In 1600, the former Dominican monk and philosopher Giordano Bruno was burnt alive in the streets of Rome. To humiliate him, the Church first hung him upside down and stripped him naked. What made the teachings of Bruno so dangerous? He had asked a simple question: is there life in outer space? Rather than entertain the possibility of billions of saints, popes, churches, and Jesus Christs in outer space, it was more convenient for the Church simply to burn him. For 400 years the memory of Bruno has haunted the historians of science. But Bruno has his revenge every few weeks: about twice a month a new extrasolar planet is discovered orbiting a star: more than 250 such planets have now been documented. Bruno's prediction of extrasolar planets has been vindicated. But one question lingers. Although the Milky Way may be teaming with extrasolar planets, how many of them can support life? And if intelligent life does exist, what can science say about it?

Some people claim that extraterrestrials have already visited Earth in the form of UFOs. Scientists usually dismiss the possibility of UFOs because the distances between stars are so vast. But last year the French government released a report by the French National Centre for Space Studies, which included 1,600 UFO sightings spanning 50 years, including 100,000 pages of eyewitness accounts, films and audiotapes. The French government stated that nine per cent of these sightings could be fully explained, that 33 per cent had likely explanations, but that it was unable to follow up on the rest.

The most credible cases of UFOs involve a) multiple sightings by independent, credible eyewitnesses and b) evidence from multiple sources, such as eyesight and radar. For example, in 1986 there was a sighting of a UFO by JAL flight 1628 over Alaska, which was investigated by the Federal Aviation Administration. The UFO was seen by the passengers of the JAL flight and was also tracked by ground radar. Similarly, there were mass radar sightings of black triangles over Belgium in 1989-90 that were tracked by Nato radar and jet interceptors. In 1976, there was a sighting over Tehran, that resulted in multiple systems failures in an F-4 jet interceptor.
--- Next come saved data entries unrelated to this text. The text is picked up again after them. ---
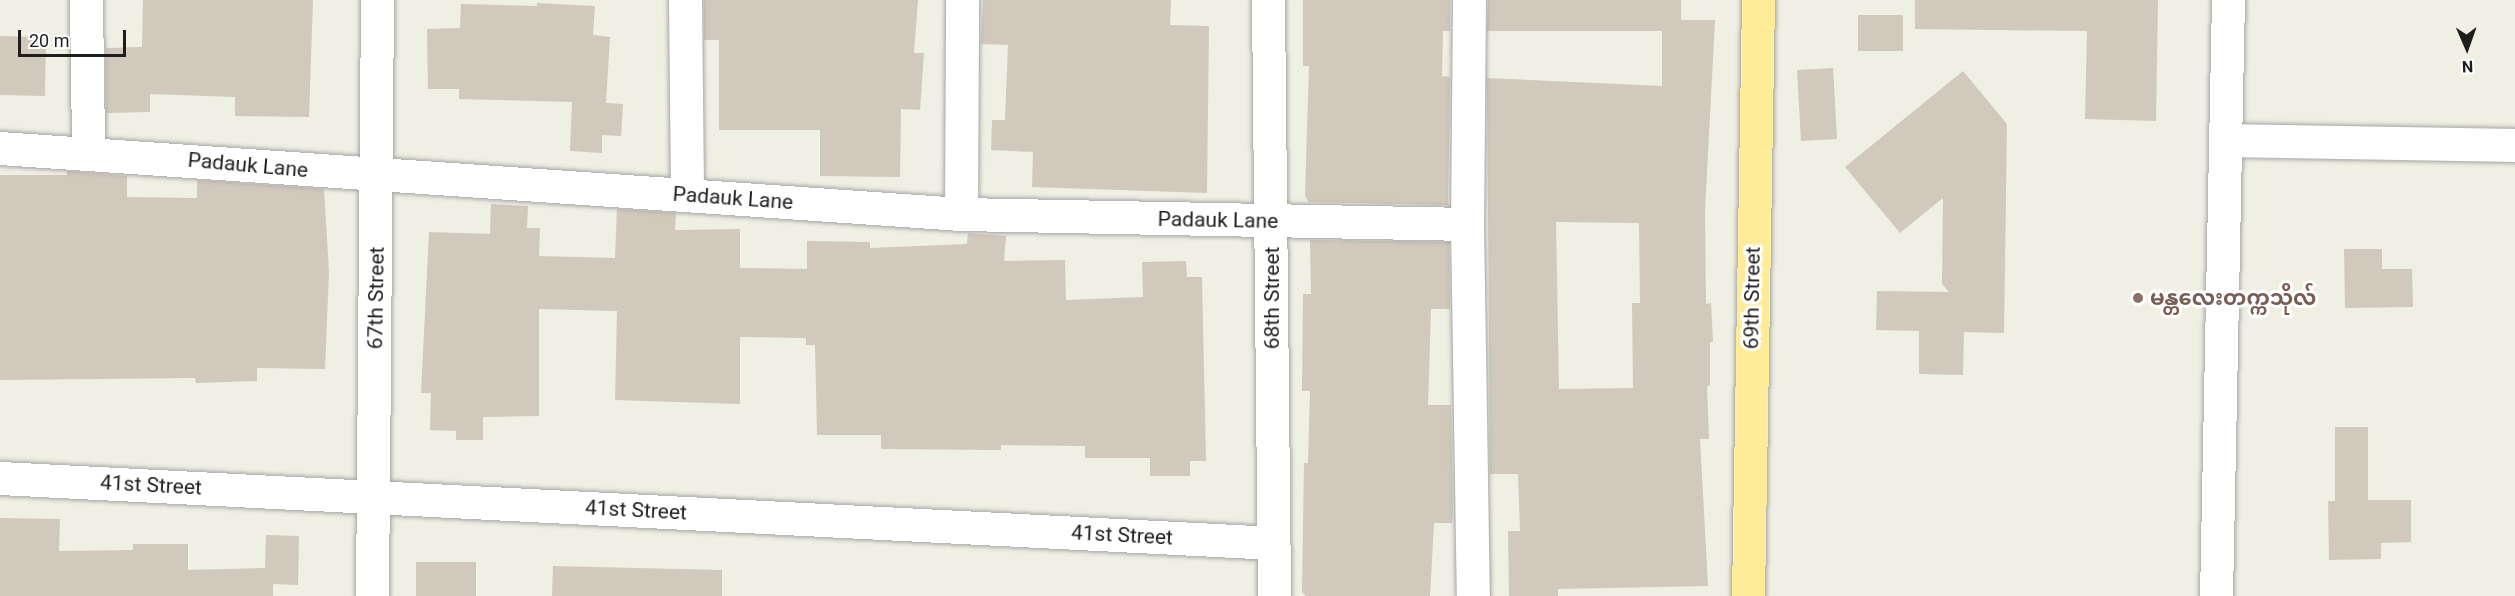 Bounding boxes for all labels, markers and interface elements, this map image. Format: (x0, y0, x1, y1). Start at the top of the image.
scale bar (21, 18, 129, 56)
north arrow (2437, 18, 2497, 78)
text: 20 m (29, 30, 69, 51)
text: N (2462, 57, 2474, 76)
street label: Padauk Lane (187, 147, 309, 183)
street label: Padauk Lane (672, 181, 794, 215)
street label: Padauk Lane (1157, 206, 1279, 234)
street label: 67th Street (363, 246, 389, 350)
street label: 69th Street (1739, 246, 1765, 350)
street label: 68th Street (1259, 247, 1285, 349)
place label: မန္တလေးတက္ကသိုလ် (2150, 285, 2316, 311)
marker: မန္တလေးတက္ကသိုလ် (2131, 291, 2145, 305)
street label: 41st Street (99, 470, 203, 500)
street label: 41st Street (584, 495, 688, 525)
street label: 41st Street (1070, 520, 1174, 550) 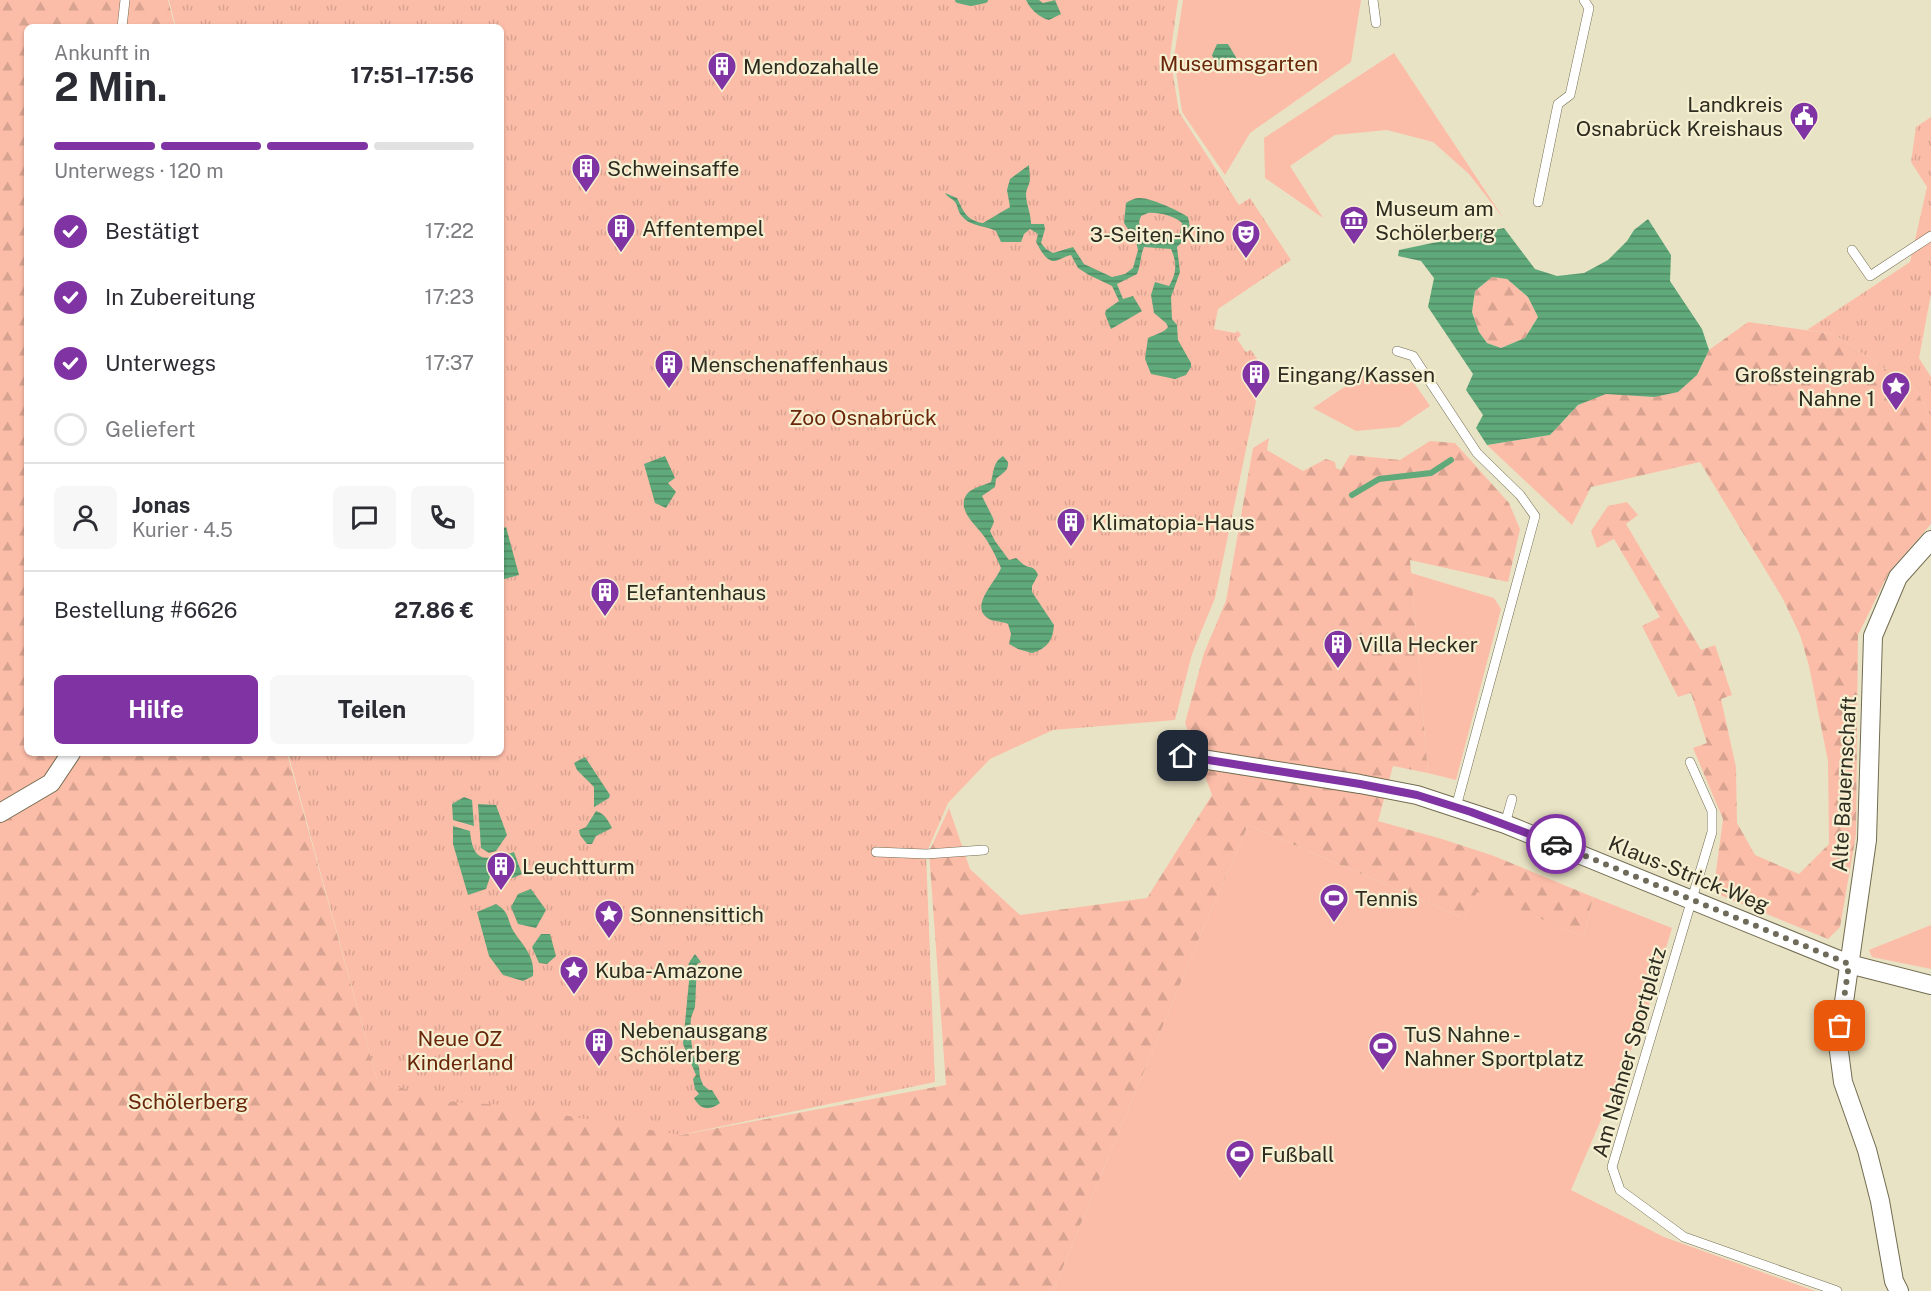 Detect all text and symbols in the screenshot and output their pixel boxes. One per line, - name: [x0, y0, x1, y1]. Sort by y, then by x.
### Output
- text: Ankunft in: [54, 41, 150, 65]
- building icon: Mendozahalle: [706, 50, 738, 92]
- park label: Museumsgarten: [1160, 51, 1318, 76]
- place label: Mendozahalle: [743, 54, 879, 79]
- text: 17:51–17:56: [351, 62, 474, 88]
- text: 2 Min.: [54, 64, 168, 110]
- place label: Landkreis Osnabrück Kreishaus: [1576, 92, 1783, 141]
- public building icon: Landkreis Osnabrück Kreishaus: [1788, 100, 1820, 142]
- building icon: Schweinsaffe: [570, 152, 602, 194]
- place label: Schweinsaffe: [607, 156, 739, 181]
- text: Unterwegs · 120 m: [54, 159, 223, 183]
- place label: Museum am Schölerberg: [1375, 196, 1496, 245]
- museum icon: Museum am Schölerberg: [1338, 204, 1370, 246]
- building icon: Affentempel: [605, 212, 637, 254]
- icon: check: [54, 215, 87, 248]
- place label: Affentempel: [642, 216, 764, 241]
- text: Bestätigt: [105, 218, 200, 244]
- theatre icon: 3-Seiten-Kino: [1230, 218, 1262, 260]
- text: 17:22: [425, 219, 474, 243]
- place label: 3-Seiten-Kino: [1090, 222, 1225, 247]
- icon: check: [54, 281, 87, 314]
- text: In Zubereitung: [105, 284, 256, 310]
- text: 17:23: [424, 285, 474, 309]
- icon: check: [54, 347, 87, 380]
- building icon: Menschenaffenhaus: [653, 348, 685, 390]
- text: Unterwegs: [105, 350, 216, 376]
- text: 17:37: [425, 351, 474, 375]
- place label: Menschenaffenhaus: [690, 352, 888, 377]
- building icon: Eingang/Kassen: [1240, 358, 1272, 400]
- place label: Eingang/Kassen: [1277, 362, 1435, 387]
- place label: Großsteingrab Nahne 1: [1735, 362, 1875, 411]
- place icon: Großsteingrab Nahne 1: [1880, 370, 1912, 412]
- park label: Zoo Osnabrück: [789, 405, 937, 430]
- text: Geliefert: [105, 416, 195, 442]
- button: person: [54, 486, 117, 549]
- button: chat: [333, 486, 396, 549]
- button: phone: [411, 486, 474, 549]
- text: Jonas: [132, 492, 190, 518]
- building icon: Klimatopia-Haus: [1055, 506, 1087, 548]
- place label: Klimatopia-Haus: [1092, 510, 1255, 535]
- text: Kurier · 4.5: [132, 518, 233, 542]
- building icon: Elefantenhaus: [589, 576, 621, 618]
- place label: Elefantenhaus: [626, 580, 766, 605]
- text: Bestellung #6626: [54, 597, 237, 623]
- text: 27.86 €: [394, 597, 474, 623]
- building icon: Villa Hecker: [1322, 628, 1354, 670]
- place label: Villa Hecker: [1359, 632, 1478, 657]
- button: Hilfe: [54, 675, 258, 744]
- button: Teilen: [270, 675, 474, 744]
- street label: Alte Bauernschaft: [1827, 695, 1861, 873]
- pin: [1157, 730, 1208, 781]
- icon: home: [1166, 739, 1199, 772]
- courier: [1526, 814, 1586, 874]
- icon: car: [1540, 828, 1573, 861]
- street label: Klaus-Strick-Weg: [1605, 830, 1773, 918]
- building icon: Leuchtturm: [485, 850, 517, 892]
- place label: Leuchtturm: [522, 854, 635, 879]
- sports icon: Tennis: [1318, 882, 1350, 924]
- place label: Tennis: [1355, 886, 1418, 911]
- place icon: Sonnensittich: [593, 898, 625, 940]
- place label: Sonnensittich: [630, 902, 764, 927]
- street label: Am Nahner Sportplatz: [1587, 944, 1671, 1160]
- place icon: Kuba-Amazone: [558, 954, 590, 996]
- place label: Kuba-Amazone: [595, 958, 743, 983]
- pin: [1814, 1000, 1865, 1051]
- icon: bag: [1823, 1009, 1856, 1042]
- place label: Nebenausgang Schölerberg: [620, 1018, 768, 1067]
- place label: TuS Nahne - Nahner Sportplatz: [1404, 1022, 1583, 1071]
- park label: Neue OZ Kinderland: [407, 1026, 513, 1075]
- building icon: Nebenausgang Schölerberg: [583, 1026, 615, 1068]
- sports icon: TuS Nahne - Nahner Sportplatz: [1367, 1030, 1399, 1072]
- park label: Schölerberg: [128, 1089, 248, 1114]
- sports icon: Fußball: [1224, 1138, 1256, 1180]
- place label: Fußball: [1261, 1142, 1334, 1167] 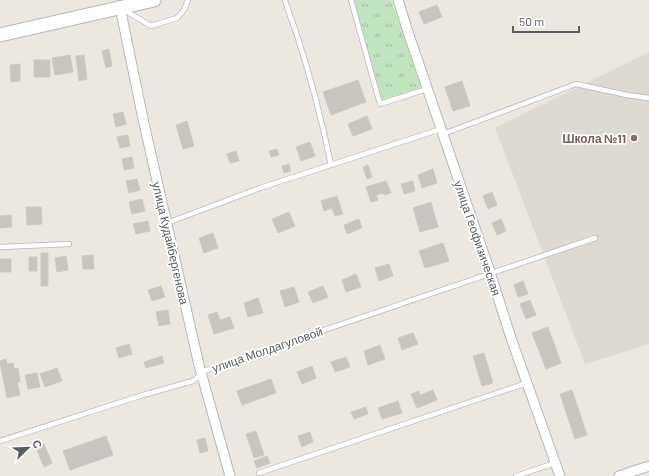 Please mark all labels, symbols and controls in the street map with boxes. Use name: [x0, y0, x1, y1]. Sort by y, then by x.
scale bar: [513, 8, 579, 34]
text: 50 m: [519, 14, 544, 28]
place label: Школа №11: [562, 131, 626, 145]
marker: Школа №11: [629, 133, 639, 143]
street label: улица Геофизическая: [451, 179, 504, 298]
street label: улица Кудайбергенова: [149, 180, 192, 306]
street label: улица Молдагуловой: [210, 323, 325, 375]
north arrow: [8, 428, 48, 468]
text: С: [30, 438, 45, 450]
But what is frustrating to scientists is that, of the thousands of recorded sightings, none has produced hard physical evidence that can lead to reproducible results in the laboratory. No alien DNA, alien computer chip or physical evidence of a landing has ever been retrieved.

We might ask ourselves what kind of spacecraft they would be. Here are some of the characteristics that have been recorded by observers.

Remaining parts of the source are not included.